After locating the line that contains "context = document.querySelector('canvas').getContext('2d');" in the data below, set down exactly that line and each one after it through the line that contains "function write(font, color, halo, rows, align", and nothing more.
Working data section start
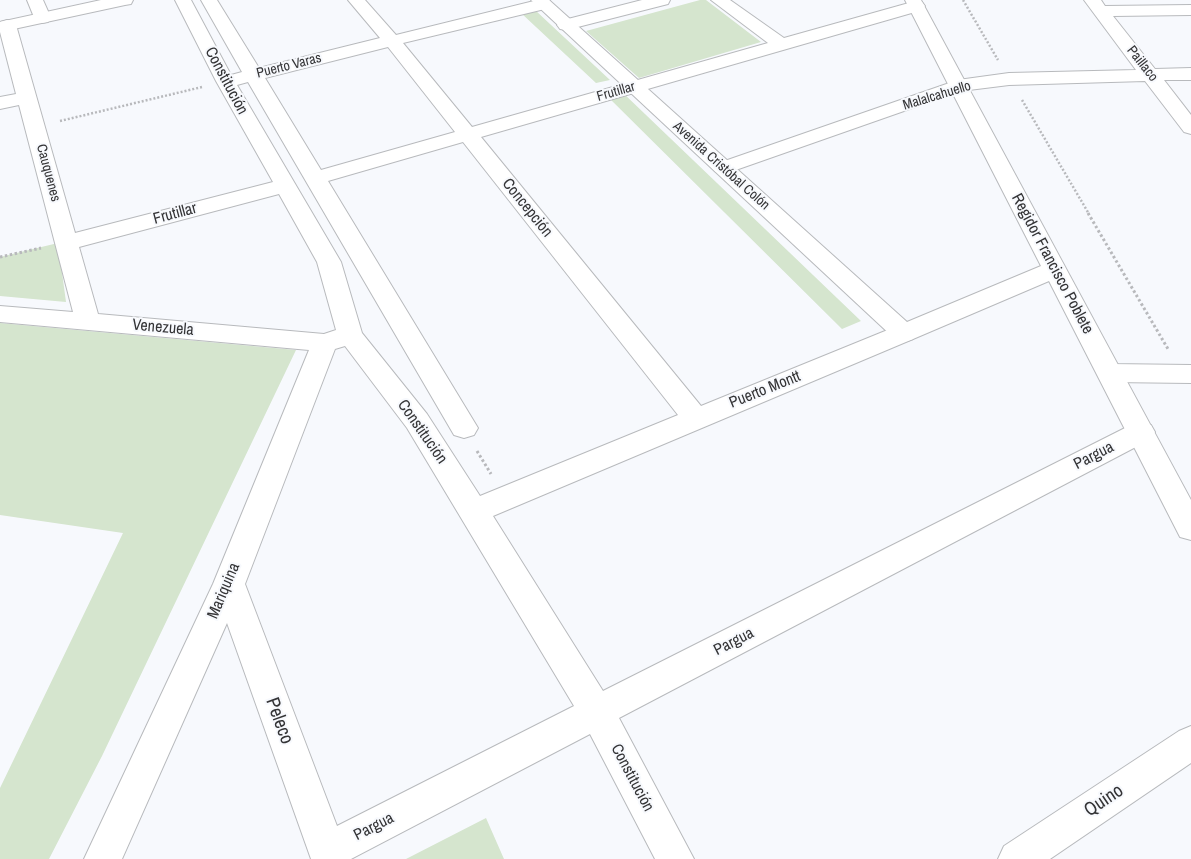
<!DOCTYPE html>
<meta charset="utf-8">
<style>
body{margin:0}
canvas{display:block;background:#f7f9fd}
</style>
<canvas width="1191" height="859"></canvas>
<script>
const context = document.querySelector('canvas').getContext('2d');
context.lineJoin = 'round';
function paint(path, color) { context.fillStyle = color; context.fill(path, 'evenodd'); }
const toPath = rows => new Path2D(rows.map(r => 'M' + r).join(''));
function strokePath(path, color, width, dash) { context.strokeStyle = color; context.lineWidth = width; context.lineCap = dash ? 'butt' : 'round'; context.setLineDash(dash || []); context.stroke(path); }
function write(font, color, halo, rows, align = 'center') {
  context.font = font + ' "Archivo Narrow",sans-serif'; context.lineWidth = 4; context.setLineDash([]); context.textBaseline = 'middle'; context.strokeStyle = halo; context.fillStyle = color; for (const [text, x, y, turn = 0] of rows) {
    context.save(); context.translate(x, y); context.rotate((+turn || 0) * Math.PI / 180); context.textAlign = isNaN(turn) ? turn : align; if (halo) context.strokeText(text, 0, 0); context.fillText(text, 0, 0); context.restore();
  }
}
paint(toPath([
 [700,0,706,0,761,42,639,78,586,31],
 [535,10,610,80,596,83,521,13],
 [621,91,861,321,842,329,606,95],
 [58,243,66,302,0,296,0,257],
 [0,323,296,350,102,756,49,859,0,859,0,788,123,533,0,515],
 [486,818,504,859,406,859]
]), '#d5e5ce');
const street = toPath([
 [27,0,43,0,51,18,48,22,42,23,36,22,27,0],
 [175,0,191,0,231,75,242,72,201,0,217,0,259,68,380,38,348,0,365,0,396,35,538,0,549,0,552,4,549,8,403,43,472,127,768,43,711,0,730,0,784,38,916,1,922,2,925,6,922,10,481,137,701,406,895,327,904,324,913,327,917,333,913,339,493,516,603,691,1131,425,1141,422,1151,425,1155,432,1151,439,619,718,694,859,655,859,590,734,351,859,311,859,227,623,122,859,84,859,213,584,309,350,0,322,0,306,73,312,19,105,0,109,0,97,16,94,0,32,0,22,7,20,13,21,16,25,75,233,273,182,216,81,175,0],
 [388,47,455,132,321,170,265,78,388,47],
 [248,82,454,435,464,438,474,435,478,428,328,181,463,142,678,415,480,496,427,414,362,333,341,262,237,85,248,82],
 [279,194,317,262,336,330,324,334,98,314,79,247,279,194],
 [345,346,407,428,574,706,337,826,245,584,335,349,345,346],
 [642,0,670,0,668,4,566,30,560,29,557,25,560,21,642,0],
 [1084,0,1101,0,1105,6,1191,5,1191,15,1113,16,1155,69,1191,68,1191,80,1164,80,1191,115,1191,134,1184,132,1145,81,1009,85,961,91,730,172,723,174,716,172,712,168,716,164,958,80,1009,73,1136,70,1084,0],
 [1110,364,1191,365,1191,383,1110,382,1101,380,1097,373,1101,366,1110,364],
 [1191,726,1191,763,1050,859,998,859,1004,846,1179,731,1191,726]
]);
const secondary = toPath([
 [101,0,133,0,131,4,125,5,0,32,0,22,101,0],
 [531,0,549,0,907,322,1041,266,905,0,921,0,1191,500,1191,540,1180,537,1049,281,913,339,904,342,895,339,531,0]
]);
strokePath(street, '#b8babd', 2);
strokePath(secondary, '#b8babd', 2);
strokePath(toPath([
 [963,0,998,60],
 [1022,100,1089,214],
 [60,121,202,87]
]), '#b8b9bc', 2.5, [2, 2]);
strokePath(toPath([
 [1088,213,1168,349],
 [0,257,41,248],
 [477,451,491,474]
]), '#b8b9bc', 3, [2.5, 2.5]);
paint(street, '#fff');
paint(secondary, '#fff');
write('14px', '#343436', '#f7f9fd', [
 ["Paillaco",1142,64,52],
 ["Puerto Varas",289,66,-14],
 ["Frutillar",616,92,-16],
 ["Malalcahuello",937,96,-17],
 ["Avenida Cristóbal Colón",721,166,42],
 ["Cauquenes",48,173,75]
]);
write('16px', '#343436', '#f7f9fd', [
 ["Constitución",226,81,62],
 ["Concepción",527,208,51],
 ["Frutillar",175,214,-15],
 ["Regidor Francisco Poblete",1052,264,62],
 ["Venezuela",163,328,5],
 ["Puerto Montt",765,390,-22],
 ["Constitución",422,432,55],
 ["Pargua",1094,456,-27],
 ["Mariquina",224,591,-67],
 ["Pargua",734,642,-27],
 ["Constitución",632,778,62],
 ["Pargua",374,827,-27]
]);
write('19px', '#343436', '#f7f9fd', [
 ["Peleco",279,721,70],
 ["Quino",1104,801,-34]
]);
</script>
Working data section end
• **Solution**
const context = document.querySelector('canvas').getContext('2d');
context.lineJoin = 'round';
function paint(path, color) { context.fillStyle = color; context.fill(path, 'evenodd'); }
const toPath = rows => new Path2D(rows.map(r => 'M' + r).join(''));
function strokePath(path, color, width, dash) { context.strokeStyle = color; context.lineWidth = width; context.lineCap = dash ? 'butt' : 'round'; context.setLineDash(dash || []); context.stroke(path); }
function write(font, color, halo, rows, align = 'center') {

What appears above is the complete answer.